Trees in the big city

Chennai’s seed hunter: A peek into Benitha Perciyal’s studio

The Three Treasures crafted using rice paper and seeds   | Photo Credit: Special Arrangement

In the 90s, a college-going Benitha Perciyal was so taken with the cotton pod that she made it the subject of her work for a long time. To her, the seed was a metaphor for the feminine, with its hard exterior and wispy white interior. “I later realised that seeds can represent any cyclic life form,” says the artist, whose materials of choice include re-used Burma teak, resins, fibres, seeds and frankincense.

As a child, Perciyal was fascinated with nature and this is reflected in her many installations, all of which take the form of a memory. Like Naan Oru Penn, Yen Yennam Aayiram (2016), where the figurines are featured with containers made of bottle gourds. “My mother would store honey in a dried-up sorakkai [bottle gourd]; that’s how I view the vegetable,” she says.

Her art (can go up to ₹19 lakh) is found in public spaces such as The Centre Pompidou, Paris, and The Sculpture Park at Nahargarh Fort, Jaipur. Perciyal’s installations are also part of private collections by art aficionados like Sanjay Tulsyan (Chennai), Tarana Sawhney (New Delhi) and Sangitha Jindal (Mumbai).

Chennai’s seed hunter: A peek into Benitha Perciyal’s studio

Chasing inspiration

In the 20 years since she moved to Chennai from her hometown, Thiruvannamalai, Perciyal, 40, has become well-versed with the city’s treescape. “When you actively observe trees and their life cycle, it is almost as though they are speaking to you,” she says.

Her recent exhibition in Mumbai (in October), Aggregate, used seeds gathered from around Chennai. For instance, the installation We Shall Meet Again is made of Indian Elm and Tacoma seeds found by the beach. “The brown [elm] seed is as small as the new ₹1 coin, and I’ve stuck thousands together,” she says, adding that the Tacoma seeds were sourced from the Government Music College and the Theosophical Society in Adyar.

The seeds of the African Tulip tree, sourced near her home, have gone into the All Arise In It, All Dissolve In It installation. “Also called the Flame of the Forest, the seeds are thin and fine,” she says.

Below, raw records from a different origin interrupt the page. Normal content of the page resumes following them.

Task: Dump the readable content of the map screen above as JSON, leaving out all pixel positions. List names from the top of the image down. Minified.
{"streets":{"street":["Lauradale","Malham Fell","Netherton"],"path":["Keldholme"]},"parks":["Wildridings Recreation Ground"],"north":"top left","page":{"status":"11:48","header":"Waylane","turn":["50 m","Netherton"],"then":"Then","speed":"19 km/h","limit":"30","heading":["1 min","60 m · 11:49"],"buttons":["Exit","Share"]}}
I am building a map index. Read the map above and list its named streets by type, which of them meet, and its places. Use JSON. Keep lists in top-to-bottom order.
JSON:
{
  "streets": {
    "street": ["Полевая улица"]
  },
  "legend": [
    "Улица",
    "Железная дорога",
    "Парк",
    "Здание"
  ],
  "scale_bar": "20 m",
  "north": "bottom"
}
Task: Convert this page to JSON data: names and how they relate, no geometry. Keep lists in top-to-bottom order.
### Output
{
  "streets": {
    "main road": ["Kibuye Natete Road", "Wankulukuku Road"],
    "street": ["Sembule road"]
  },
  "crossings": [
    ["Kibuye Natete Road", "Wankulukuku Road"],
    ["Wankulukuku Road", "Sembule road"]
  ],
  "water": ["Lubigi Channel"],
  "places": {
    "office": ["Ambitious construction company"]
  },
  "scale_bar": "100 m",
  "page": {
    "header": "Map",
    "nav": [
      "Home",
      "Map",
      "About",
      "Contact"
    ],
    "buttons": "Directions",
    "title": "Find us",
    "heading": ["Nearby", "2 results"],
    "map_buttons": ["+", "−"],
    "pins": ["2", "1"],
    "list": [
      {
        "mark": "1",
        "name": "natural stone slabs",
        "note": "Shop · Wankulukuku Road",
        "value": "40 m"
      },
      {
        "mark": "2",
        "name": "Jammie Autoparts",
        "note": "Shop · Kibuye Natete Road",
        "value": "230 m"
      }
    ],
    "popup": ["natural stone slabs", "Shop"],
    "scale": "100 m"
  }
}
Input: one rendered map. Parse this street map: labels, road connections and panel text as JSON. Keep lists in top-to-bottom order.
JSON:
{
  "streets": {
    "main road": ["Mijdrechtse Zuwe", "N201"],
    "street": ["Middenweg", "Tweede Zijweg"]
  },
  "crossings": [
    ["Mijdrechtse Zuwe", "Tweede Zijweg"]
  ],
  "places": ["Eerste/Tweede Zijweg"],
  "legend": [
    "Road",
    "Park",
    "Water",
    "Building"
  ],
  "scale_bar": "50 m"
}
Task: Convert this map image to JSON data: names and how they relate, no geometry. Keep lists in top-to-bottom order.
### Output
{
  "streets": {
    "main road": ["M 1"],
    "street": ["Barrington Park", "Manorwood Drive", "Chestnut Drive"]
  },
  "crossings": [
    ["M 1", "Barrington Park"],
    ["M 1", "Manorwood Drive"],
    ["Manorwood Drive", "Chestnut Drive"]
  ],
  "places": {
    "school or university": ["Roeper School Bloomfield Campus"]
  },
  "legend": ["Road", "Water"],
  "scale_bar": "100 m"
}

In You Cannot Be Alone, she’s used seeds from the Pink Trumpet, spotted along the lanes of Madras University and Island Grounds.

Key to the Garden: a papier-mâché bowl featuring seeds from the Pink Trumpet Tree

Key to the Garden: a papier-mâché bowl featuring seeds from the Pink Trumpet Tree   | Photo Credit: Special Arrangement

Back to the dirt

Perciyal is aware that there’s a downside to working with seeds — criticism that she is hampering the tree’s natural life cycle. “I pick and forage my seeds after studying the tree for a long time, and when I am sure that it has no scope to germinate elsewhere,” she explains. Moreover, the ultimate aim for her work is for them “to go back to the Earth where they can resurrect”.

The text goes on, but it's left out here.